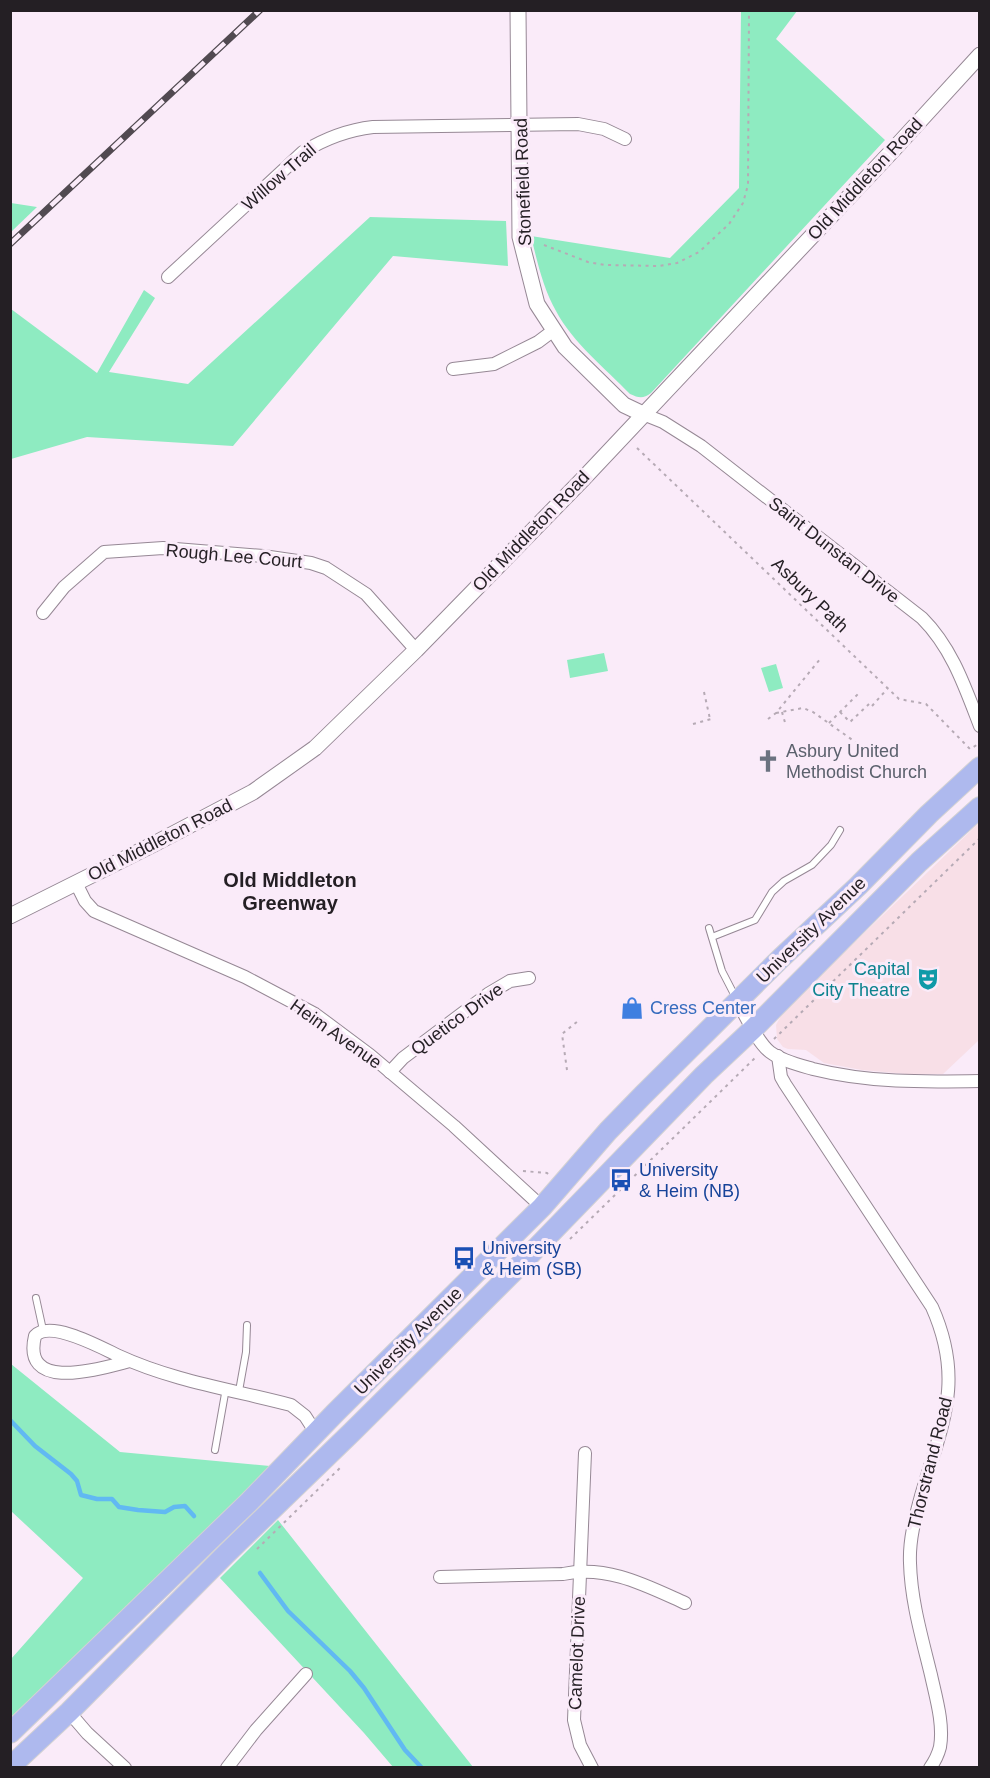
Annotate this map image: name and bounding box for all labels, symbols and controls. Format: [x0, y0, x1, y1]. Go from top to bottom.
street label: Old Middleton Road [803, 114, 927, 244]
street label: Stonefield Road [511, 118, 535, 246]
street label: Willow Trail [238, 140, 320, 214]
street label: Old Middleton Road [469, 467, 593, 595]
street label: Saint Dunstan Drive [765, 493, 903, 607]
street label: Rough Lee Court [165, 540, 303, 572]
street label: Asbury Path [768, 554, 852, 636]
place label: Asbury United Methodist Church [786, 741, 927, 782]
church icon: Asbury United Methodist Church [755, 748, 781, 774]
street label: Old Middleton Road [85, 795, 235, 885]
district label: Old Middleton Greenway [223, 869, 357, 914]
street label: University Avenue [752, 873, 870, 987]
place label: Capital City Theatre [812, 959, 910, 1000]
theatre icon: Capital City Theatre [915, 966, 941, 992]
street label: Quetico Drive [407, 979, 507, 1059]
street label: Heim Avenue [287, 995, 385, 1073]
shop icon: Cress Center [619, 995, 645, 1021]
place label: Cress Center [650, 998, 756, 1018]
place label: University & Heim (NB) [639, 1160, 740, 1201]
bus stop icon: University & Heim (NB) [608, 1167, 634, 1193]
place label: University & Heim (SB) [482, 1238, 582, 1279]
bus stop icon: University & Heim (SB) [451, 1245, 477, 1271]
street label: University Avenue [350, 1283, 466, 1399]
street label: Thorstrand Road [904, 1395, 956, 1531]
street label: Camelot Drive [565, 1596, 589, 1710]

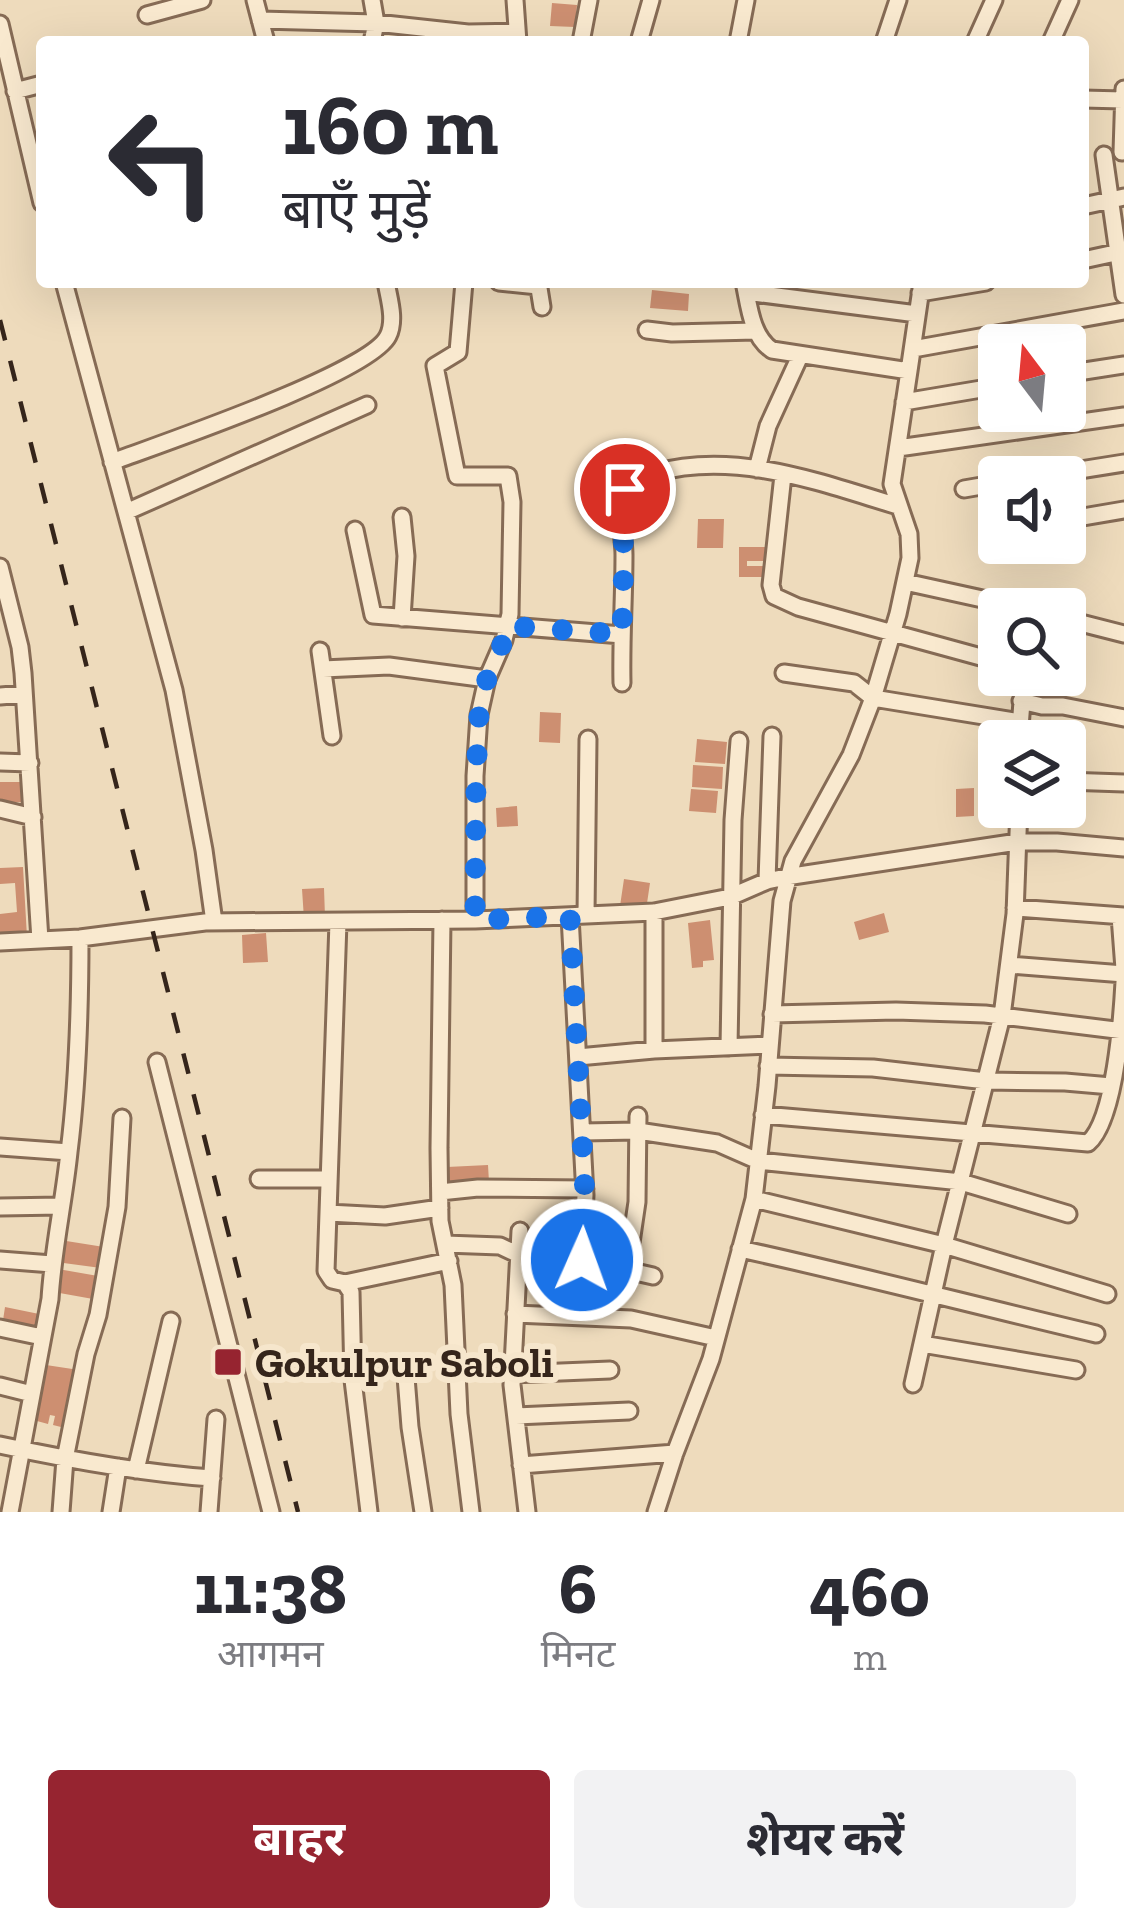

## Exercise requirements
Every line of the listing is to be retyped exactly; pictures stay out.

## Result for this exercise
Annotate this map image: name and bounding box for all labels, symbols and controls. Format: [x0, y0, x1, y1]. Go from top to bottom.
street label: Old Middleton Road [803, 114, 927, 244]
street label: Stonefield Road [511, 118, 535, 246]
street label: Willow Trail [238, 140, 320, 214]
street label: Old Middleton Road [469, 467, 593, 595]
street label: Saint Dunstan Drive [765, 493, 903, 607]
street label: Rough Lee Court [165, 540, 303, 572]
street label: Asbury Path [768, 554, 852, 636]
place label: Asbury United Methodist Church [786, 741, 927, 782]
church icon: Asbury United Methodist Church [755, 748, 781, 774]
street label: Old Middleton Road [85, 795, 235, 885]
district label: Old Middleton Greenway [223, 869, 357, 914]
street label: University Avenue [752, 873, 870, 987]
place label: Capital City Theatre [812, 959, 910, 1000]
theatre icon: Capital City Theatre [915, 966, 941, 992]
street label: Quetico Drive [407, 979, 507, 1059]
street label: Heim Avenue [287, 995, 385, 1073]
shop icon: Cress Center [619, 995, 645, 1021]
place label: Cress Center [650, 998, 756, 1018]
place label: University & Heim (NB) [639, 1160, 740, 1201]
bus stop icon: University & Heim (NB) [608, 1167, 634, 1193]
place label: University & Heim (SB) [482, 1238, 582, 1279]
bus stop icon: University & Heim (SB) [451, 1245, 477, 1271]
street label: University Avenue [350, 1283, 466, 1399]
street label: Thorstrand Road [904, 1395, 956, 1531]
street label: Camelot Drive [565, 1596, 589, 1710]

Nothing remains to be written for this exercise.